Then, as illustrated in FIG. 4C, the first layer of insulating material 405 exposed within the opening 404 may be removed until the metal/CNT-containing nanomembrane 406 is suspended over the opening 404. In some embodiments, the first layer of insulating material 405 may be removed from the first support by reactive ion etching. The second layer of insulating material 407 may also be simultaneously removed during the above step.

The metal/CNT-containing nanomembrane configuration is stronger and more durable since the CNTs bridge any possible breaks in the nanomembrane and reduce the residual stress of the nanomembrane. Moreover, the homogeneous distribution of CNTs within the in-plane direction of the layer enhances the load-transfer characteristics under tensile loading, and the layering structure increases the load capacity under conditions of strong interfacial strength between the CNTs and metal. Since CNTs have good flexibility, the deflection capability of the nanomembrane is not substantially affected by the presence of the CNTs in the nanomembrane. Thus, the measurement of the capacitance change is also not substantially affected by the presence of the CNTs in the nanomembrane.
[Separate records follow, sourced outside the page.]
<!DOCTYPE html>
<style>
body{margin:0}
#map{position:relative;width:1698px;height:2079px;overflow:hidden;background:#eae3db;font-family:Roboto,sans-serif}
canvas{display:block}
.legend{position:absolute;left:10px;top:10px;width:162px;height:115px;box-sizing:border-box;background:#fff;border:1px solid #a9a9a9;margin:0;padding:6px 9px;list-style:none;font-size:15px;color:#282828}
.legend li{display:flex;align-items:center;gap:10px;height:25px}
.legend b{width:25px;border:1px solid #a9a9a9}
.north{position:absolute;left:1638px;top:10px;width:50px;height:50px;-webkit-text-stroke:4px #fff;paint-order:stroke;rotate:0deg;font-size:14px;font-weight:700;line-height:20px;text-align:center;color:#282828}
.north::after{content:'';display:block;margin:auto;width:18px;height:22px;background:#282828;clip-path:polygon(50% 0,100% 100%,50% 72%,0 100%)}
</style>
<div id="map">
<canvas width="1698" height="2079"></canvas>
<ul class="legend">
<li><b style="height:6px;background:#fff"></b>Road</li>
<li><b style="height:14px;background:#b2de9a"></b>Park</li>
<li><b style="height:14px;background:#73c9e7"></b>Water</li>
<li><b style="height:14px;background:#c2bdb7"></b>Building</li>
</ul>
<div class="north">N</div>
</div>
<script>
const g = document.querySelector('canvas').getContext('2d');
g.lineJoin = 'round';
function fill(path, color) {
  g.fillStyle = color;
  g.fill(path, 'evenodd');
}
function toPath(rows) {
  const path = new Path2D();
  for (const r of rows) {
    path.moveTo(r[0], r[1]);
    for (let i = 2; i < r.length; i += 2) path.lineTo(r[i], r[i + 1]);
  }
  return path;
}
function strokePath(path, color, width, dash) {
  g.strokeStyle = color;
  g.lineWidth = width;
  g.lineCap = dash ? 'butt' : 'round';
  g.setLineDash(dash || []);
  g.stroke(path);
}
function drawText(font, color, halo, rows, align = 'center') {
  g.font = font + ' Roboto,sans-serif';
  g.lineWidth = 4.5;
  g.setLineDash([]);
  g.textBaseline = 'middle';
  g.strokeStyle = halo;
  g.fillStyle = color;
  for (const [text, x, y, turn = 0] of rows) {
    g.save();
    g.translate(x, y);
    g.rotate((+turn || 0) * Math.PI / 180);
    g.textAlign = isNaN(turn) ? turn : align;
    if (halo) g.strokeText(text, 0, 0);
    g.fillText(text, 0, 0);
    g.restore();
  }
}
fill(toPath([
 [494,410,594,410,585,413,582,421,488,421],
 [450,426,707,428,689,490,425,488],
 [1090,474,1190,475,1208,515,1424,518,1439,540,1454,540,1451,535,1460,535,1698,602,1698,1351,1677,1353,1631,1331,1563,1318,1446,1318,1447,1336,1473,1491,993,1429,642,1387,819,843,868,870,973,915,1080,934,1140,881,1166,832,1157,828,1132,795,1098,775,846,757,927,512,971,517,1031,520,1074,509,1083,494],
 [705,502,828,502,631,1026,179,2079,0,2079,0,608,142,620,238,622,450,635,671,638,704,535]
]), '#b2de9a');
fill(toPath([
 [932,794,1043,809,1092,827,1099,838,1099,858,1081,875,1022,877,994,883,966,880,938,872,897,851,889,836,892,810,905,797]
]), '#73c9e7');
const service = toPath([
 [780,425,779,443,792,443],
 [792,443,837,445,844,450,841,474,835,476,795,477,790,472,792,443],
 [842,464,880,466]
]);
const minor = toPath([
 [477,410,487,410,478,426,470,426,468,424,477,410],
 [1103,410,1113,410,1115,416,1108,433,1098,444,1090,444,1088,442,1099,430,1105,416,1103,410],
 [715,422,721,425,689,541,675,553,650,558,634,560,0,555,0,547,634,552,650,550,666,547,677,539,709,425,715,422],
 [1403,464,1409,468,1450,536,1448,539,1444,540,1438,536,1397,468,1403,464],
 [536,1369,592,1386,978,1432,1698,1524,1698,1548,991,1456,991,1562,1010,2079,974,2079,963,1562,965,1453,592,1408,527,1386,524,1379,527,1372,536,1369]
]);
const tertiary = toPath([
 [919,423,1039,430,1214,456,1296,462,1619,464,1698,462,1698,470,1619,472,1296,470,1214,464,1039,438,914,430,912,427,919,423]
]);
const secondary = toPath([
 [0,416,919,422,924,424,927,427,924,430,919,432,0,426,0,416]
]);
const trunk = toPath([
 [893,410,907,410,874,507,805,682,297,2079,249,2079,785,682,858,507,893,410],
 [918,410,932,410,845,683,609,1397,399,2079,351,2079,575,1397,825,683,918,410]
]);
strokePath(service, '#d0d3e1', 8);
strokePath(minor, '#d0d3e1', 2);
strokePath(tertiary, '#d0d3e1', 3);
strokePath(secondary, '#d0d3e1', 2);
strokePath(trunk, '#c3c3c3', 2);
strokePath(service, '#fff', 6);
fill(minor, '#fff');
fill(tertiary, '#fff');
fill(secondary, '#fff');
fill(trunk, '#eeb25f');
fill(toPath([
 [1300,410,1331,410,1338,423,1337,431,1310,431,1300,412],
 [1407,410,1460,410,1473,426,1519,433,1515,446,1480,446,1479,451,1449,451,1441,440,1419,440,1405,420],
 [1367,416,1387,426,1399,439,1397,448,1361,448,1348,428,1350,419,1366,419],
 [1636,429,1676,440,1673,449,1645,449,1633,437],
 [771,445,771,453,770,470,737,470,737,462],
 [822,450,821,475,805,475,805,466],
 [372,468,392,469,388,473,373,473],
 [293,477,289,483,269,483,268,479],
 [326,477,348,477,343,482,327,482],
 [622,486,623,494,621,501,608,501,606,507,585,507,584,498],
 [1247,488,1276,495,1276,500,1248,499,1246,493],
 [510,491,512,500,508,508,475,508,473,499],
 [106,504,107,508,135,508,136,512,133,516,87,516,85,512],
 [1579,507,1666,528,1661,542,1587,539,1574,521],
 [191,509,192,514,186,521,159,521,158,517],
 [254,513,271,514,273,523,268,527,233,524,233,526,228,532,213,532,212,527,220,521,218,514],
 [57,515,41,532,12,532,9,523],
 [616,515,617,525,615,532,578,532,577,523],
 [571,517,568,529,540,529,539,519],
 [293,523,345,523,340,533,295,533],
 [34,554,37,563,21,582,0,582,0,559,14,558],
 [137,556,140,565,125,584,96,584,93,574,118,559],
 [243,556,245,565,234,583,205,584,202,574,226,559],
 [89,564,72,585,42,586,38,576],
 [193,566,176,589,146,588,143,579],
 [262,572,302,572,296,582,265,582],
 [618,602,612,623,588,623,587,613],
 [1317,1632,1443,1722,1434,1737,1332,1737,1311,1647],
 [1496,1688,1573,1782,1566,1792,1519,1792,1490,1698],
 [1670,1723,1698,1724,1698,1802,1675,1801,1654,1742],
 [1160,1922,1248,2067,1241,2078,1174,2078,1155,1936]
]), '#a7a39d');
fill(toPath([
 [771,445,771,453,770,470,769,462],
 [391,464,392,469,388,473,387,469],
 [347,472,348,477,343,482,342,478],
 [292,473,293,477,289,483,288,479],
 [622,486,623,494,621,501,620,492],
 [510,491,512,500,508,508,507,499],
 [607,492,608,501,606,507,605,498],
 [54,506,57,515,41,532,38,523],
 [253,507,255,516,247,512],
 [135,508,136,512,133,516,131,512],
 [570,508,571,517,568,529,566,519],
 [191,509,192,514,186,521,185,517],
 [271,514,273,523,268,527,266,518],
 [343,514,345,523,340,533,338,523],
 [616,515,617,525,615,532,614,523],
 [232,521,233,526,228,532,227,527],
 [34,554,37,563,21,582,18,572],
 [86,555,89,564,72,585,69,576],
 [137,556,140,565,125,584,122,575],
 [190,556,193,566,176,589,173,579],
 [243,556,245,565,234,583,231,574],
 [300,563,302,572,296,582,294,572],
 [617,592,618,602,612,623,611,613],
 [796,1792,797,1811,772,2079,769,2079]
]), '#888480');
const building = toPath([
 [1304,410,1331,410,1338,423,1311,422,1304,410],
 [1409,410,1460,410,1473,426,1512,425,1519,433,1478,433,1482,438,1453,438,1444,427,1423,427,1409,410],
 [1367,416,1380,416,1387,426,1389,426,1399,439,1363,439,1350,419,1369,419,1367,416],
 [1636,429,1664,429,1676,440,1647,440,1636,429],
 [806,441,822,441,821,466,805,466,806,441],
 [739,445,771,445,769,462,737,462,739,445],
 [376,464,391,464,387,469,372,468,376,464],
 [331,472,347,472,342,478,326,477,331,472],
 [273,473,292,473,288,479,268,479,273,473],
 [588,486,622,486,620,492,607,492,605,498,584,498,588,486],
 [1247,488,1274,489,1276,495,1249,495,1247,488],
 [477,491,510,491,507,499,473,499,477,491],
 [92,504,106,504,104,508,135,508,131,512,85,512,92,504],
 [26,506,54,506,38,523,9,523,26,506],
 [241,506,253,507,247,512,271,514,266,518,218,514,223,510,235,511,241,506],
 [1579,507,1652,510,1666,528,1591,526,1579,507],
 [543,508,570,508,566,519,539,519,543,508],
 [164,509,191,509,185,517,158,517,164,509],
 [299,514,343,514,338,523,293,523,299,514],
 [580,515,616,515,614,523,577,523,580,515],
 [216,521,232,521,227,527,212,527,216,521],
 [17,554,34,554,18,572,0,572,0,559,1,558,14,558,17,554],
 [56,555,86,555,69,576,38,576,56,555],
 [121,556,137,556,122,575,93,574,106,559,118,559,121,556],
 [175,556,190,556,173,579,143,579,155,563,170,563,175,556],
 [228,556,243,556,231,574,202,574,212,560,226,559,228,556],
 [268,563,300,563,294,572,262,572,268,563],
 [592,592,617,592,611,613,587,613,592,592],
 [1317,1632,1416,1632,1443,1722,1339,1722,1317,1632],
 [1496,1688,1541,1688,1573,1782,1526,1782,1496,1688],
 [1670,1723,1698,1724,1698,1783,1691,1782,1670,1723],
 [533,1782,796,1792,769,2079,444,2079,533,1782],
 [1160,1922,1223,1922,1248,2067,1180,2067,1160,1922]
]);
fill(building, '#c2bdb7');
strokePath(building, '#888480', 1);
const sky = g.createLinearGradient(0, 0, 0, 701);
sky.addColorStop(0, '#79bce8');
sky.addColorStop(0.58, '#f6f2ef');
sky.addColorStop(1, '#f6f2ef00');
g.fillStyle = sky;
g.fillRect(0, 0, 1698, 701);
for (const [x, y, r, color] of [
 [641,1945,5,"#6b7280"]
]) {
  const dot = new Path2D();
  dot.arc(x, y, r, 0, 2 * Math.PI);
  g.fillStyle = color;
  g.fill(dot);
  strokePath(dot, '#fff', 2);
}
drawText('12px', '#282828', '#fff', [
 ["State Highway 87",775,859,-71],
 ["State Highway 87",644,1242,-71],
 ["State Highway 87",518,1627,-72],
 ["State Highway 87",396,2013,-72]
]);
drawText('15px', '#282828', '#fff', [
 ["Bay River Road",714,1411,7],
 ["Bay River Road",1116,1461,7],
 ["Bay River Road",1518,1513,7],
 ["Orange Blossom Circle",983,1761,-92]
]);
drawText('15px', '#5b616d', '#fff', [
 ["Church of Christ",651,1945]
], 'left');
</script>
Referring now to FIGS. 5A-C, an illustrative embodiment of a method for making an upper part of a sensor is shown. The upper part of the sensor may be fabricated by first assembling at least one electrode 508 on a second support 510, as illustrated in FIG. 5A. The electrode 508 may be attached to the second support by using physical vapor deposition techniques, such as but not limited to, sputtering, E-beam evaporation, thermal evaporation, laser molecular beam epitaxy, pulsed laser deposition, and the like. The electrode 508 may be in the form of one electrode or an array of electrodes, for example. Next, at least one set of spacers 512 may be attached on the second support 510 or the electrode 508, as illustrated in FIG. 5B. The spacers 512 maintain the predetermined distance between the electrode 508 of the upper part of the sensor and the metal-containing nanomembrane 306 of the lower part of the sensor, after the two parts of the sensor are assembled. The spacers 512 may be made of any insulating materials or photoresist materials. In some embodiments, the spacers 512 is made of AZ1512, which can be purchased from AZ electronic materials (Shanghai, China). The thickness of the spacers 512 may range, but is not limited to, from about 1 nm to about 50 nm. In some embodiments, the thickness of the spacers 512 may range from about 5 nm to about 50 nm, from about 10 nm to about 50 nm, from about 20 nm to about 50 nm, from about 30 nm to about 50 nm, from about 40 nm to about 50 nm, from about 1 nm to about 5 nm, from about 1 nm to about 10 nm, from about 1 nm to about 20 nm, from about 1 nm to about 30 nm, from about 1 nm to about 40 nm, from about 5 nm to about 10 nm, from about 10 nm to about 20 nm, from about 20 nm to about 30 nm, or from about 30 nm to about 40 nm. In other embodiments, the thickness of the spacers 512 may be about 1 nm, about 5 nm, about 10 nm, about 20 nm, about 30 nm, about 40 nm, or about 50 nm.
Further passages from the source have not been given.